HAYNE J:   Why is this a case of implication?  The passage you cite to us from Coco concerns displacement of fundamental rights by implication.

MR WYVILL:   Your Honour, the relevant displacement, of course, was the removal of the power of the court to the one small residual power of the court that on our construction remained, which was to apply a mandatory minimum sentence scheme but with the capacity to suspend a sentence.  It was our contention that on our construction there was a mandatory minimum sentence scheme but there was a small but nevertheless necessary power to ameliorate that scheme that remained with the court, a power to suspend the sentence.

GAUDRON J:   And that is to be implied, is it?

MR WYVILL: No, your Honour, that is on the proper construction of section 78B(2) of the subject provisions. It was our contention, your Honours, that the word “release” in 78B(2) does not mean conditionally release. Their Honours were not inclined to adopt that interpretation because they believe that if it was read that way then that provision would have no practical operation. Your Honours, just accepting that proposition for the time being, we say that that does not mean that one is then compelled to throw that interpretation away and to resort to the interpretation of the majority which, as his Honour Justice Mildren said, was harsh and unfair or to rewrite the legislation, as his Honour Justice Mildren did, in a way where there was no demonstrated and very clear mistake.

So, your Honours, we say that the way that we put this as being a point of importance is that if their Honours are right to say that one has to, when applying Coco, not construe any section such that it will not have a practical operation then one is implicitly, therefore, confining the dicta in Coco and confining the interpretations that are available to the court to adopt and compelling the court to look at other, and as in this case demonstrates, more harsh, harsher constructions of the legislation.

Your Honours will see that section 78B(2) says that an order referred to in subsection (1) cannot be made if its effect would be to release the offender from the requirement to actually serve the term of imprisonment. We contended that that provision ought to be read according to its natural meaning, and that would means would, not would means could.

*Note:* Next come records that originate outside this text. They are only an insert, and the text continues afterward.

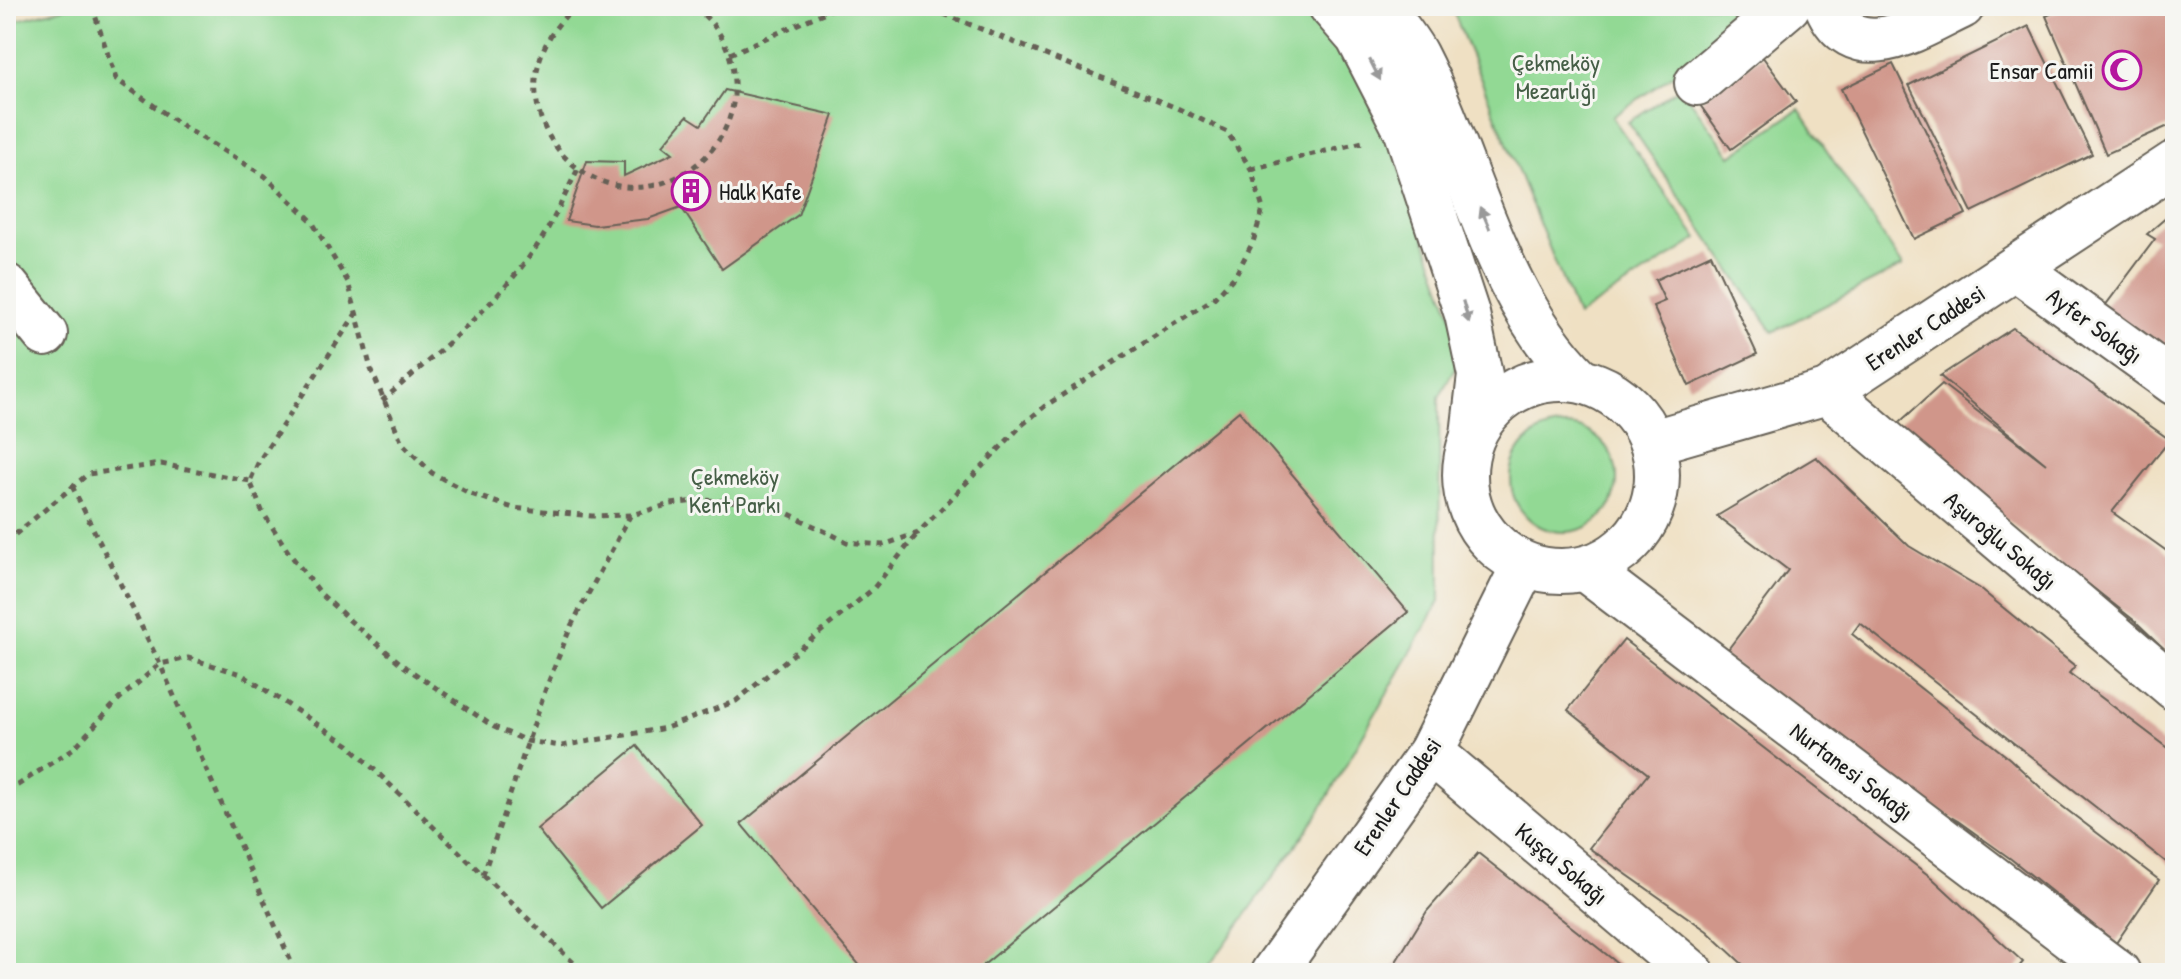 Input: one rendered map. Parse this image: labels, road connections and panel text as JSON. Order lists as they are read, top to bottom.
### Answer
{
  "streets": {
    "street": [
      "Ayfer Sokağı",
      "Erenler Caddesi",
      "Aşuroğlu Sokağı",
      "Nurtanesi Sokağı",
      "Kuşçu Sokağı"
    ]
  },
  "crossings": [
    ["Ayfer Sokağı", "Erenler Caddesi"],
    ["Erenler Caddesi", "Aşuroğlu Sokağı"],
    ["Erenler Caddesi", "Nurtanesi Sokağı"],
    ["Erenler Caddesi", "Kuşçu Sokağı"]
  ],
  "parks": ["Çekmeköy Mezarlığı", "Çekmeköy Kent Parkı"],
  "places": {
    "mosque": ["Ensar Camii"],
    "building": ["Halk Kafe"]
  }
}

GAUDRON J:   I do not see that it makes any difference, really, does it?  A suspended sentence that you talk of would operate, could operate - it does not matter - to release the offender from the requirement to actually serve.  The difficulty you have is the word “actually”, is it not?

MR WYVILL: No, with respect, because the focus of that provision is on the order of the court, not events that occur subsequently. It is the order of the court which must have the relevant effect attributed in section 78B, and particularly looking at the other provisions in the Sentencing Act, it is simply not the case that using ordinary language, a suspended sentence releases, has the effect of releasing an offender from the obligation to serve a term of imprisonment.

HAYNE J:   What is the effect of a suspended sentence if it is not to release from actual service of?

MR WYVILL:   The effect is to suspend service of.  Hence the name, your Honour.  The effect is to suspend the service of that sentence pending compliance with the conditions.  Your Honour, that, we say, was a construction which meant that one then did not have to reach the conclusion that the court’s discretion in respect of actually imprisoning was removed entirely in respect of persons like my client, for example.

There are two important ways in which we put the special leave issue in this case.  The first is that approach adopted by Chief Justice Martin and Justice Mildren where they said that they were not entitled under Coco to not give any part of the Act a practical operation.  The second important point is to go to Justice Mildren’s judgment, which, of course, we have to because all three judges, although for differing reasons, were against us.  Your Honours will see that his Honour Justice Mildren felt inclined to avoid the harsh interpretation of the Act which would have seen the court’s power to suspend sentences, or set non‑parole periods, removed for all property offences, not just in respect of the minimum period, but for all property offences.  His Honour felt inclined, in order to avoid that, to adopt, if I may say with respect to his Honour, a creative solution by reading in words into the Act that simply were not there, and relying upon the decision of this Court in Cooper Brookes.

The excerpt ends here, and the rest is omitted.